Choreography is by two graduate students, Kristin Dowdy and Zhongyuan Fa
Brockport, NY— The Department of Dance at The College at Brockport presents Challenging Convention: An MFA Thesis Concert on Friday and Saturday, February 15 and 16, 2019, at the Tower Fine Arts Center Black Box Theatre, 180 Holley Street, on the Brockport campus. Performances begin at 7:30 pm. Ticket prices for all performances are $17/General, $12/Seniors, College at Brockport Alumni, Faculty and Staff and $9/Students and are available online atfineartstix.brockport.edu, by phone at (585) 395-2787 or at the Tower Fine Arts Center Box Office, 180 Holley Street, Brockport.
“Spectrum” evolved from Kristin Dowdy’s written MFA thesis, “Gendered Gesture.” Within that work, Dowdy questioned and explored the social implications of gender and the impact that the gender binary has upon the physical body.

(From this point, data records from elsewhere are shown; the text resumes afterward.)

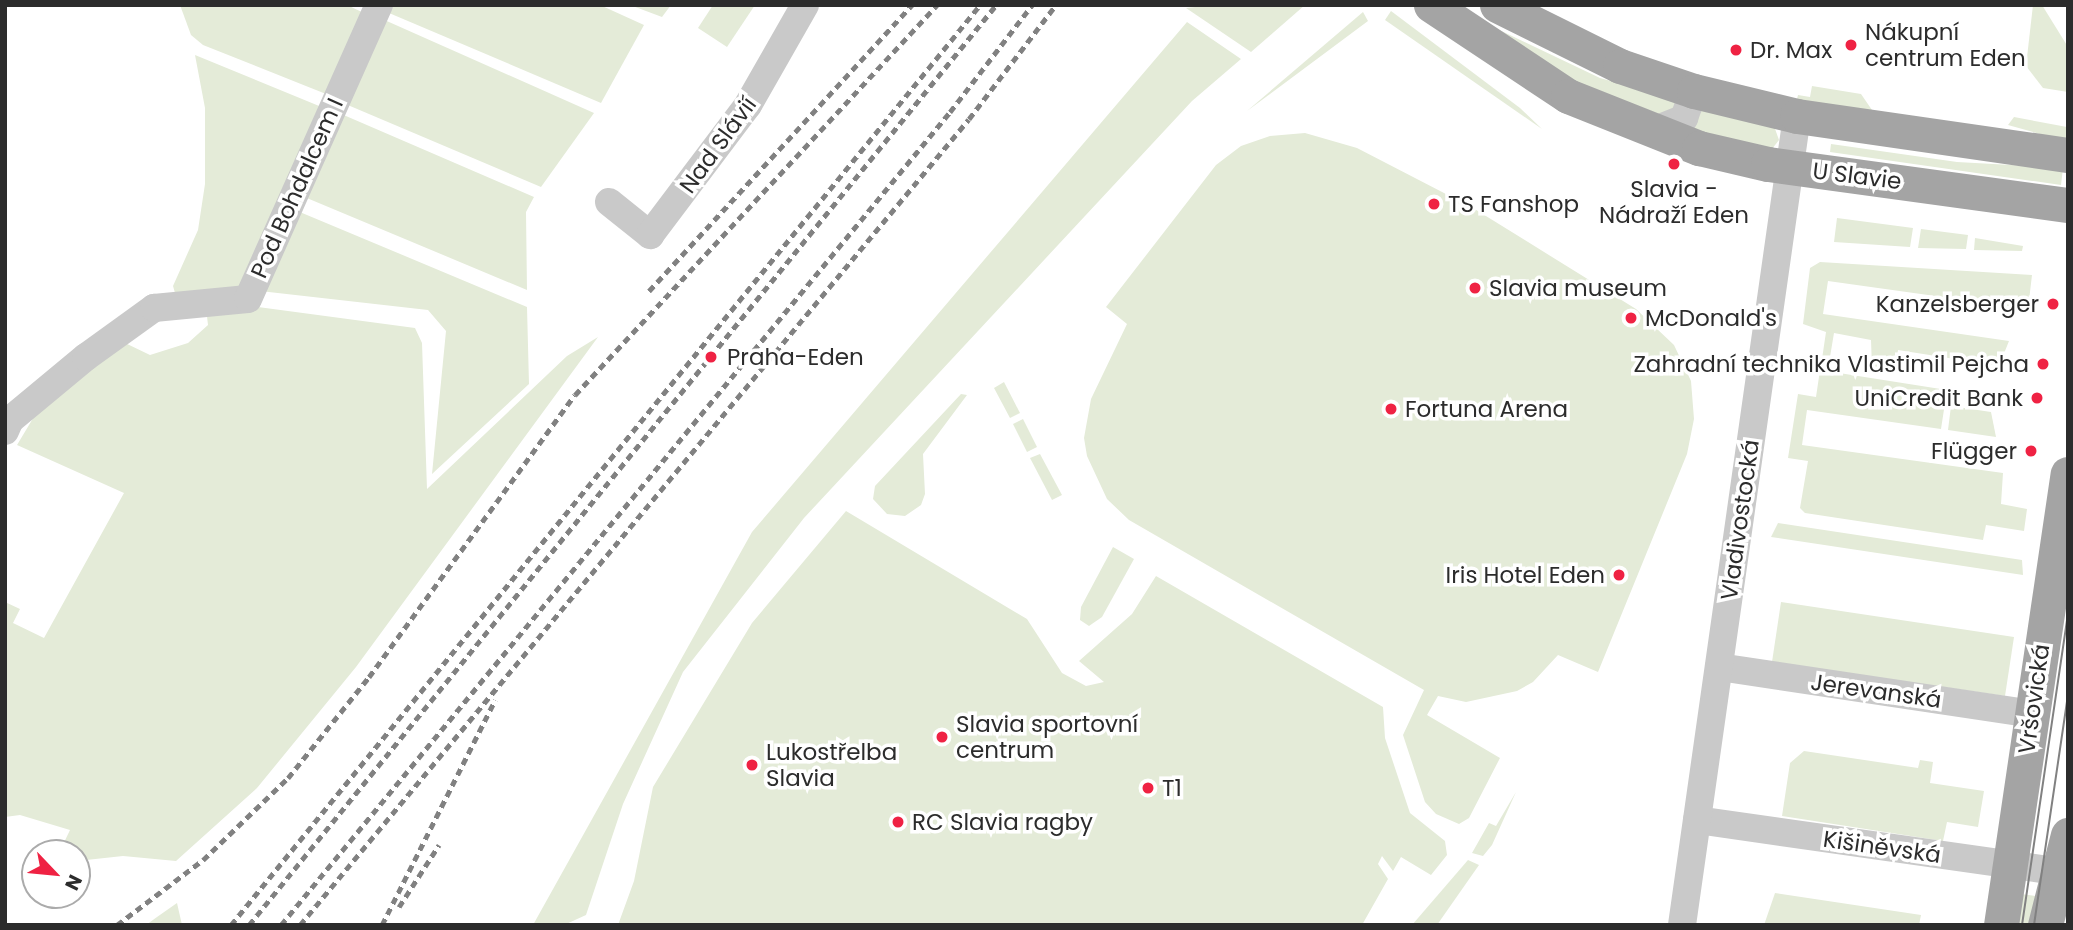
<!DOCTYPE html>
<meta charset="utf-8">
<style>
body{margin:0}
#map{position:relative;width:2073px;height:930px;overflow:hidden;background:#fff;font-family:Poppins,sans-serif}
div>[style]{position:absolute}
.green>*{inset:0;background:#e4ebd8}
.minor>*{height:28px;margin:-14px;padding:0 14px;transform-origin:14px;border-radius:14px;background:#c9c9c9}
.major>*{height:35px;margin:-17.5px;padding:0 17.5px;transform-origin:17.5px;border-radius:17.5px;background:#a4a4a4}
.tram>*{height:2px;margin:-1px;padding:0 1px;transform-origin:1px;border-radius:1px;background:#818181}
.rail>*{height:5px;margin-top:-2.5px;transform-origin:0;background:repeating-linear-gradient(90deg,#818181 0 7px,transparent 0 12px)}
.dots>*{width:19px;height:19px;translate:-50% -50%;box-sizing:border-box;border:4px solid #fff;border-radius:50%}
span{translate:-50% -50%;white-space:nowrap;text-align:center;line-height:1.15;-webkit-text-stroke:7px #fff;paint-order:stroke}
.poi-label{font-size:23px;color:#2c2c2c}
.left{translate:0 -50%;text-align:left}
.right{translate:-100% -50%;text-align:right}
.street-label{font-size:23px;color:#2c2c2c}
.frame{position:absolute;inset:0;border:7px solid #2c2c2c;pointer-events:none}
.north{position:absolute;left:21px;top:839px;width:70px;height:70px;box-sizing:border-box;background:#fff;border:2px solid #ababab;border-radius:50%;rotate:116deg;font-size:19px;font-weight:700;line-height:28px;text-align:center;color:#2c2c2c}
.north::after{content:'';display:block;margin:auto;width:24px;height:32px;background:#ef2243;clip-path:polygon(50% 0,100% 100%,50% 72%,0 100%)}
</style>
<div id="map">
<div class="green">
<i style="clip-path:polygon(180px 5px,347px 5px,366px 14px,331px 96px,203px 45px,191px 35px)"></i>
<i style="clip-path:polygon(385px 5px,600px 5px,644px 25px,601px 103px,389px 13px)"></i>
<i style="clip-path:polygon(630px 5px,671px 5px,662px 17px)"></i>
<i style="clip-path:polygon(713px 5px,755px 5px,727px 47px,698px 28px)"></i>
<i style="clip-path:polygon(1214px 5px,1305px 5px,1251px 52px,1186px 8px)"></i>
<i style="clip-path:polygon(2033px 5px,2042px 5px,2068px 47px,2068px 92px,2043px 88px,2026px 66px)"></i>
<i style="clip-path:polygon(1391px 11px,1520px 108px,1542px 129px,1385px 20px)"></i>
<i style="clip-path:polygon(1363px 12px,1368px 21px,1247px 111px)"></i>
<i style="clip-path:polygon(380px 18px,594px 113px,541px 187px,343px 103px)"></i>
<i style="clip-path:polygon(1187px 22px,1241px 59px,1192px 101px,804px 518px,683px 672px,623px 804px,586px 915px,564px 925px,533px 925px,752px 532px)"></i>
<i style="clip-path:polygon(1491px 26px,1600px 78px,1683px 101px,1665px 116px,1574px 84px)"></i>
<i style="clip-path:polygon(195px 55px,324px 108px,237px 293px,175px 293px,173px 286px,198px 230px,205px 184px,205px 108px)"></i>
<i style="clip-path:polygon(1812px 86px,1861px 94px,1872px 110px,1796px 103px,1798px 95px,1810px 97px)"></i>
<i style="clip-path:polygon(1699px 107px,1774px 126px,1779px 140px,1772px 149px,1684px 129px)"></i>
<i style="clip-path:polygon(339px 113px,534px 197px,526px 212px,527px 290px,302px 196px)"></i>
<i style="clip-path:polygon(2014px 117px,2067px 127px,2068px 142px,2008px 125px)"></i>
<i style="clip-path:polygon(1305px 133px,1357px 148px,1473px 208px,1636px 309px,1674px 345px,1691px 381px,1694px 419px,1687px 454px,1598px 672px,1558px 655px,1533px 682px,1517px 691px,1466px 702px,1438px 696px,1427px 715px,1500px 758px,1469px 818px,1459px 824px,1436px 814px,1425px 802px,1403px 735px,1424px 690px,1129px 520px,1107px 499px,1087px 456px,1084px 438px,1091px 399px,1127px 324px,1106px 307px,1216px 165px,1241px 146px,1270px 136px)"></i>
<i style="clip-path:polygon(1831px 144px,1957px 162px,2063px 168px,2061px 185px,1830px 152px)"></i>
<i style="clip-path:polygon(295px 210px,527px 307px,529px 384px,432px 474px,446px 331px,428px 310px,260px 291px)"></i>
<i style="clip-path:polygon(1837px 218px,1913px 228px,1910px 247px,1834px 242px)"></i>
<i style="clip-path:polygon(1921px 229px,1968px 235px,1966px 249px,1918px 248px)"></i>
<i style="clip-path:polygon(1975px 238px,2023px 246px,2022px 251px,1974px 250px)"></i>
<i style="clip-path:polygon(1820px 262px,2032px 275px,2028px 309px,1828px 281px,1823px 314px,2009px 341px,1999px 366px,1898px 350px,1895px 371px,1872px 368px,1871px 340px,1834px 333px,1830px 357px,1822px 359px,1826px 332px,1803px 324px,1810px 268px)"></i>
<i style="clip-path:polygon(258px 307px,415px 328px,422px 343px,427px 489px,567px 356px,598px 337px,356px 667px,257px 788px,176px 861px,123px 856px,77px 861px,77px 853px,59px 853px,70px 830px,20px 815px,5px 817px,5px 602px,20px 609px,13px 623px,44px 638px,124px 493px,17px 445px,41px 405px,123px 342px,150px 355px,188px 343px,208px 325px,206px 308px)"></i>
<i style="clip-path:polygon(1820px 370px,1947px 390px,1941px 429px,1807px 410px,1802px 445px,2003px 473px,2001px 504px,2027px 509px,2024px 531px,1986px 525px,1983px 540px,1805px 513px,1800px 508px,1808px 461px,1788px 458px,1798px 394px,1816px 397px)"></i>
<i style="clip-path:polygon(1004px 382px,1020px 413px,1010px 418px,994px 388px)"></i>
<i style="clip-path:polygon(961px 394px,967px 395px,923px 454px,925px 494px,921px 505px,905px 516px,887px 514px,873px 499px,875px 486px)"></i>
<i style="clip-path:polygon(1951px 406px,1991px 412px,1996px 437px,1948px 430px)"></i>
<i style="clip-path:polygon(1023px 419px,1037px 447px,1027px 452px,1013px 424px)"></i>
<i style="clip-path:polygon(1040px 454px,1062px 495px,1052px 500px,1030px 458px)"></i>
<i style="clip-path:polygon(846px 511px,1027px 619px,1062px 673px,1086px 686px,1104px 682px,1079px 661px,1132px 614px,1156px 576px,1383px 707px,1385px 738px,1410px 813px,1445px 841px,1447px 855px,1431px 875px,1401px 857px,1393px 871px,1382px 856px,1378px 864px,1388px 879px,1362px 925px,618px 925px,634px 881px,653px 787px,752px 623px)"></i>
<i style="clip-path:polygon(1778px 523px,2022px 560px,2023px 575px,1771px 537px)"></i>
<i style="clip-path:polygon(1113px 547px,1134px 559px,1102px 617px,1089px 626px,1080px 620px,1081px 607px)"></i>
<i style="clip-path:polygon(1781px 602px,2014px 637px,2005px 696px,1772px 662px)"></i>
<i style="clip-path:polygon(1804px 751px,1918px 768px,1920px 760px,1933px 762px,1930px 783px,1984px 791px,1978px 827px,1947px 822px,1943px 841px,1782px 816px,1790px 763px)"></i>
<i style="clip-path:polygon(1516px 792px,1492px 845px,1483px 856px,1472px 853px,1489px 823px,1496px 826px)"></i>
<i style="clip-path:polygon(1468px 860px,1479px 865px,1437px 925px,1412px 925px)"></i>
<i style="clip-path:polygon(1775px 893px,1921px 915px,1919px 925px,1764px 925px)"></i>
<i style="clip-path:polygon(2021px 894px,2043px 897px,2039px 925px,2008px 925px)"></i>
<i style="clip-path:polygon(177px 903px,182px 925px,146px 925px,157px 917px)"></i>
</div>
<div class="minor">
<i style="left:1650px;top:132px;width:37px;rotate:-22deg"></i>
<i style="left:1684px;top:118px;width:29px;rotate:-70deg"></i>
<i style="left:609px;top:202px;width:53px;rotate:38.8deg"></i>
<i style="left:650px;top:235px;width:163px;rotate:-53deg"></i>
<i style="left:748px;top:105px;width:115px;rotate:-60.3deg"></i>
<i style="left:5px;top:431px;width:12px;rotate:-66deg"></i>
<i style="left:10px;top:420px;width:99px;rotate:-39.7deg"></i>
<i style="left:86px;top:357px;width:84px;rotate:-35.8deg"></i>
<i style="left:154px;top:308px;width:94px;rotate:-5.5deg"></i>
<i style="left:248px;top:299px;width:322px;rotate:-66deg"></i>
<i style="left:1719px;top:667px;width:317px;rotate:8.5deg"></i>
<i style="left:1697px;top:820px;width:375px;rotate:8.1deg"></i>
<i style="left:1682px;top:925px;width:817px;rotate:-81.91deg"></i>
</div>
<div class="major">
<i style="left:1431px;top:5px;width:164px;rotate:33.6deg"></i>
<i style="left:1568px;top:96px;width:141px;rotate:21.7deg"></i>
<i style="left:1699px;top:148px;width:71px;rotate:13.1deg"></i>
<i style="left:1768px;top:164px;width:303px;rotate:7.8deg"></i>
<i style="left:1497px;top:5px;width:137px;rotate:26.4deg"></i>
<i style="left:1620px;top:66px;width:78px;rotate:18.7deg"></i>
<i style="left:1694px;top:91px;width:106px;rotate:13.6deg"></i>
<i style="left:1797px;top:116px;width:274px;rotate:8.2deg"></i>
<i style="left:2001px;top:925px;width:456px;rotate:-81.6deg"></i>
<i style="left:2045px;top:925px;width:93px;rotate:-75.7deg"></i>
</div>
<div class="tram">
<i style="left:2022px;top:925px;width:313px;rotate:-81.6deg"></i>
<i style="left:2034px;top:925px;width:233px;rotate:-81.6deg"></i>
</div>
<div class="rail">
<i style="left:649px;top:291px;width:389px;rotate:-47.4deg"></i>
<i style="left:399px;top:907px;width:74px;rotate:-57.2deg"></i>
<i style="left:117px;top:925px;width:108px;rotate:-37.1deg"></i>
<i style="left:203px;top:860px;width:118px;rotate:-44deg"></i>
<i style="left:288px;top:778px;width:129px;rotate:-51.3deg"></i>
<i style="left:369px;top:677px;width:349px;rotate:-53.9deg"></i>
<i style="left:575px;top:395px;width:532px;rotate:-47.13deg"></i>
<i style="left:231px;top:925px;width:1186px;rotate:-50.85deg"></i>
<i style="left:249px;top:925px;width:1185px;rotate:-50.92deg"></i>
<i style="left:281px;top:925px;width:1053px;rotate:-50.55deg"></i>
<i style="left:950px;top:112px;width:135px;rotate:-52.5deg"></i>
<i style="left:300px;top:925px;width:1047px;rotate:-50.31deg"></i>
<i style="left:969px;top:119px;width:143px;rotate:-52.7deg"></i>
<i style="left:382px;top:925px;width:252px;rotate:-63.3deg"></i>
</div>
<div class="dots">
<i style="left:1851px;top:45px;background:#ef2243"></i>
<i style="left:1736px;top:50px;background:#ef2243"></i>
<i style="left:1674px;top:164px;background:#ef2243"></i>
<i style="left:1434px;top:204px;background:#ef2243"></i>
<i style="left:1475px;top:288px;background:#ef2243"></i>
<i style="left:2053px;top:304px;background:#ef2243"></i>
<i style="left:1631px;top:318px;background:#ef2243"></i>
<i style="left:711px;top:357px;background:#ef2243"></i>
<i style="left:2043px;top:364px;background:#ef2243"></i>
<i style="left:2037px;top:398px;background:#ef2243"></i>
<i style="left:1391px;top:409px;background:#ef2243"></i>
<i style="left:2031px;top:451px;background:#ef2243"></i>
<i style="left:1619px;top:575px;background:#ef2243"></i>
<i style="left:942px;top:737px;background:#ef2243"></i>
<i style="left:752px;top:765px;background:#ef2243"></i>
<i style="left:1148px;top:788px;background:#ef2243"></i>
<i style="left:898px;top:822px;background:#ef2243"></i>
</div>
<div class="poi-label">
<span class="left" style="left:1865px;top:45px">Nákupní<br>centrum Eden</span>
<span class="left" style="left:1750px;top:50px">Dr. Max</span>
<span style="left:1674px;top:202px">Slavia -<br>Nádraží Eden</span>
<span class="left" style="left:1448px;top:204px">TS Fanshop</span>
<span class="left" style="left:1489px;top:288px">Slavia museum</span>
<span class="right" style="left:2039px;top:304px">Kanzelsberger</span>
<span class="left" style="left:1645px;top:318px">McDonald's</span>
<span class="left" style="left:727px;top:357px">Praha-Eden</span>
<span class="right" style="left:2029px;top:364px">Zahradní technika Vlastimil Pejcha</span>
<span class="right" style="left:2023px;top:398px">UniCredit Bank</span>
<span class="left" style="left:1405px;top:409px">Fortuna Arena</span>
<span class="right" style="left:2017px;top:451px">Flügger</span>
<span class="right" style="left:1605px;top:575px">Iris Hotel Eden</span>
<span class="left" style="left:956px;top:737px">Slavia sportovní<br>centrum</span>
<span class="left" style="left:766px;top:765px">Lukostřelba<br>Slavia</span>
<span class="left" style="left:1162px;top:788px">T1</span>
<span class="left" style="left:912px;top:822px">RC Slavia ragby</span>
</div>
<div class="street-label">
<span style="left:718px;top:145px;rotate:-54deg">Nad Slávií</span>
<span style="left:1857px;top:176px;rotate:7deg">U Slavie</span>
<span style="left:297px;top:188px;rotate:-66deg">Pod Bohdalcem I</span>
<span style="left:1740px;top:520px;rotate:-82deg">Vladivostocká</span>
<span style="left:1876px;top:691px;rotate:8deg">Jerevanská</span>
<span style="left:2034px;top:699px;rotate:-82deg">Vršovická</span>
<span style="left:1882px;top:847px;rotate:8deg">Kišiněvská</span>
</div>
<div class="frame"></div>
<div class="north">N</div>
</div>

In her dance, the audience will view an interpretation of how societal standards of gender manifest within the body. Dowdy attempts to strip away masculine and feminine constructs, so the dancers are free to liberate themselves from gendered expectations. “Spectrum” has been inspired by many prominent choreographers and their work with gender; by analyzing past choreographic works by Joe Goode, Ted Shawn, Mark Morris, and Tere O’Connor, Dowdy has employed strategies and tools to aid in construction of her work and to formulate her own vision and opinions about the gendered body.

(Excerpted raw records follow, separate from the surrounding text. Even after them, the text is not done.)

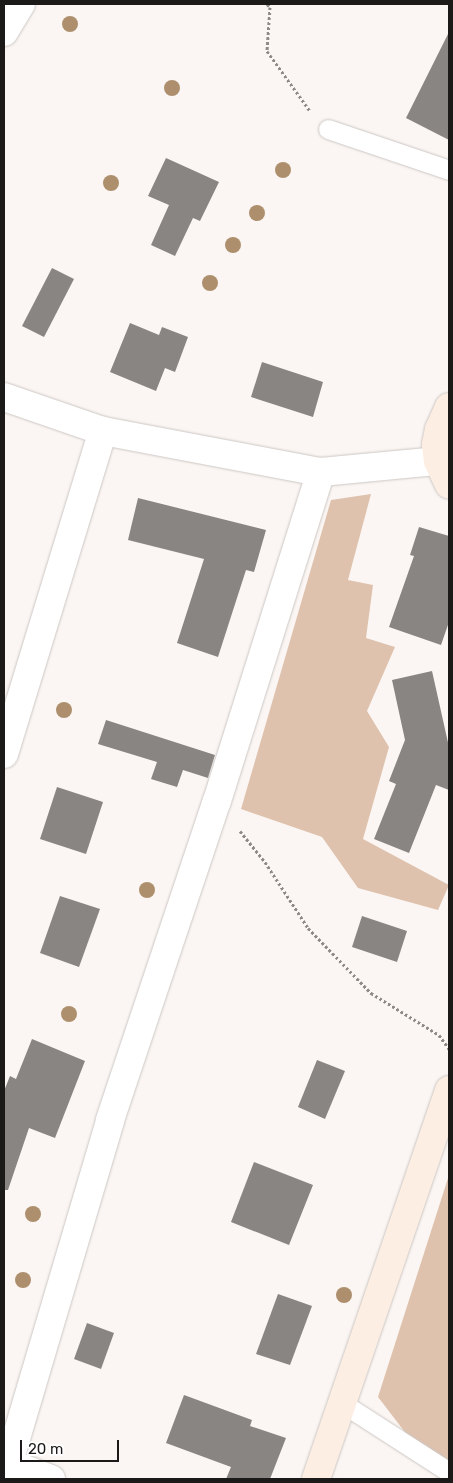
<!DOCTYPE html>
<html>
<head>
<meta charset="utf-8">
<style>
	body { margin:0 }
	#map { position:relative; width:453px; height:1483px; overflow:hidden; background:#fbf6f3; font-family:Rubik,sans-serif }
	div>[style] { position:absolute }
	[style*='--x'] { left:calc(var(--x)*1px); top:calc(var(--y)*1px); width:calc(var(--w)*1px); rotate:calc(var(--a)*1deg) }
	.green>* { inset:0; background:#dec2ad }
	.building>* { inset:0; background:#898582 }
	.path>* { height:3px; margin-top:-1.5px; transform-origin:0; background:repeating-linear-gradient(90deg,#8d8a87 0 2.5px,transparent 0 5px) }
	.roads { filter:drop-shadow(0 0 1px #ccc7c4) drop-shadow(0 0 1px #ccc7c4) }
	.lane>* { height:19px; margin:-9.5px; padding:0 9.5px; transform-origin:9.5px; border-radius:9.5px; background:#fff }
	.street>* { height:28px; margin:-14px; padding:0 14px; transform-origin:14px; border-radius:14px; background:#fff }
	.secondary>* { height:28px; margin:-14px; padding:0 14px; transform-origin:14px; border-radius:14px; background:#fdeee3 }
	.trees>* { width:16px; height:16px; margin:-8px; border-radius:50%; background:#ae8f6d }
	span { translate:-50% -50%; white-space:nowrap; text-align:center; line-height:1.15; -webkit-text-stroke:4px #fff; paint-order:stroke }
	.frame { position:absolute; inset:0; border:5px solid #1b1a18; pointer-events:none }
	.scale { position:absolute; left:20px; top:1440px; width:99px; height:22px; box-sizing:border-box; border:2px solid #1b1a18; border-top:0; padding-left:6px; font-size:15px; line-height:18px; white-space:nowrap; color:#1b1a18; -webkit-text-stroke:4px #fff; paint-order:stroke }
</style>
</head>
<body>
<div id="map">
	<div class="green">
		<div style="clip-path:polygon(371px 494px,348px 580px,373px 585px,366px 638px,395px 647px,367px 711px,389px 747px,363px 839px,449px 885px,438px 910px,358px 888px,322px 837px,241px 809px,331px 500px)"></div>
		<div style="clip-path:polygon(449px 1175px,449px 1464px,411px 1440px,378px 1397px)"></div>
	</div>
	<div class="building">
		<div style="clip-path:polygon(449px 32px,449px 140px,406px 118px)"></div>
		<div style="clip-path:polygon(166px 158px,219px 182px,200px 221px,193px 218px,175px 256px,151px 245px,169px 205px,148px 196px)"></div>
		<div style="clip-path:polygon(52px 268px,74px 279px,44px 337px,22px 326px)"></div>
		<div style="clip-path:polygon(130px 323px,159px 335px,162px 327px,188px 337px,175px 372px,165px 368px,156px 391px,110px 372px)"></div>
		<div style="clip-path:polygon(262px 362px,323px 382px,313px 417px,251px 397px)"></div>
		<div style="clip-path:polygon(138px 498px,266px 530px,254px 572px,246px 570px,218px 657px,177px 643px,204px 559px,128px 540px)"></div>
		<div style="clip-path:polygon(419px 527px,449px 536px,449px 622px,441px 645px,389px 627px,414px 556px,410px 555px)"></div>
		<div style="clip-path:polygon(432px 671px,449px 747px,449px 790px,436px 785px,409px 853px,374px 839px,396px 784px,389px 781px,405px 740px,392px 680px)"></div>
		<div style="clip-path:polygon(106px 720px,215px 755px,208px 778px,183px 770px,177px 787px,151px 779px,157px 762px,98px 744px)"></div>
		<div style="clip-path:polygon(57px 787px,103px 802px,86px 854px,40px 839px)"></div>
		<div style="clip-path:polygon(60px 896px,100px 909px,79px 967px,40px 953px)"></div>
		<div style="clip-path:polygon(362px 916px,407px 931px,397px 962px,352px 947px)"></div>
		<div style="clip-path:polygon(32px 1039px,85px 1061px,55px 1138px,29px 1128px,8px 1190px,4px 1190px,4px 1091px,10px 1076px,16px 1079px)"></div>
		<div style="clip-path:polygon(317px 1060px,345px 1071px,325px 1119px,298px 1107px)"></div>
		<div style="clip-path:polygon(254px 1162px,313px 1185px,289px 1245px,231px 1222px)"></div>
		<div style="clip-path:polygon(278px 1294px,312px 1306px,290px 1365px,256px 1354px)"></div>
		<div style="clip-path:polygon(87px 1323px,114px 1333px,101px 1369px,74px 1359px)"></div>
		<div style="clip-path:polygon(184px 1395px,252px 1420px,250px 1426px,286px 1438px,270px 1479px,226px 1479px,231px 1467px,166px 1443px)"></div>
	</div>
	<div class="path">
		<div style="--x:267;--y:4;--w:4;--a:45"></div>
		<div style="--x:270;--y:7;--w:44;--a:93.9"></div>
		<div style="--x:267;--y:51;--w:74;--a:54.4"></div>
		<div style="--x:240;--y:831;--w:40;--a:51"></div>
		<div style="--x:265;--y:862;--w:79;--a:56.9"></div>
		<div style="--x:308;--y:928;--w:91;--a:45.9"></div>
		<div style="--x:371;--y:993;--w:80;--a:31.7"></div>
		<div style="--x:439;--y:1035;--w:17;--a:54"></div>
	</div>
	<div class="roads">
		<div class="lane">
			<div style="--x:328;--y:129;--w:128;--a:18.7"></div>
			<div style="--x:342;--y:1403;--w:127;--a:32.8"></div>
		</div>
		<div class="street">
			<div style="--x:4;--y:32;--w:33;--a:-59"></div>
			<div style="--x:4;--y:397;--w:105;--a:19"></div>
			<div style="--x:103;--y:431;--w:222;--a:10.7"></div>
			<div style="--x:321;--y:472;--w:118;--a:-5.4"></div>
			<div style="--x:4;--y:754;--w:338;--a:-73"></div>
			<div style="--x:9;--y:1463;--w:45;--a:20.9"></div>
			<div style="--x:4;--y:1479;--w:374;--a:-73.5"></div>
			<div style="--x:110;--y:1120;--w:336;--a:-71.5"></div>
			<div style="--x:217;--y:801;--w:345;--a:-72.5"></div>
		</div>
		<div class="secondary">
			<div style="--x:449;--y:407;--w:24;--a:114"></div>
			<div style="--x:439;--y:429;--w:16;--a:101"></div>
			<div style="--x:436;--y:445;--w:16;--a:83"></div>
			<div style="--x:438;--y:461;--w:26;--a:65"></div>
			<div style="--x:316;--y:1479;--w:411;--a:-71.1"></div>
		</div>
	</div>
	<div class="trees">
		<div style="left:70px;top:24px"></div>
		<div style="left:172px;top:88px"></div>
		<div style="left:283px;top:170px"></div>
		<div style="left:111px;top:183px"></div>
		<div style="left:257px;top:213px"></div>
		<div style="left:233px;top:245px"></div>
		<div style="left:210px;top:283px"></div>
		<div style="left:64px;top:710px"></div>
		<div style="left:147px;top:890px"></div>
		<div style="left:69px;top:1014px"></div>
		<div style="left:33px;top:1214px"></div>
		<div style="left:23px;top:1280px"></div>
		<div style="left:344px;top:1295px"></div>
	</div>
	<div class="frame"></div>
	<div class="scale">20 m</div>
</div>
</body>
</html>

The evening will open with “Unabridged Emotions,” Zhongyuan Fa’s thesis work. The piece is a mixed-reality dance performance that explores the expression of basic emotions through poetry, dance and facial expression. A lack of self-expression can lead to robotic movement and flat, lifeless dancing. This can translate to rather emotionless, blank facial expressions. In collaboration with students from the Rochester Institute of Technology, during the piece, facial avatars controlled by users off-stage will be projected on stage while each dancer portrays a particular basic emotion. These images will be generated using a network comprised of credit card-sized Raspberry Pi microcomputers. Integrated cameras will display facial expressions and communication via facial motion capture.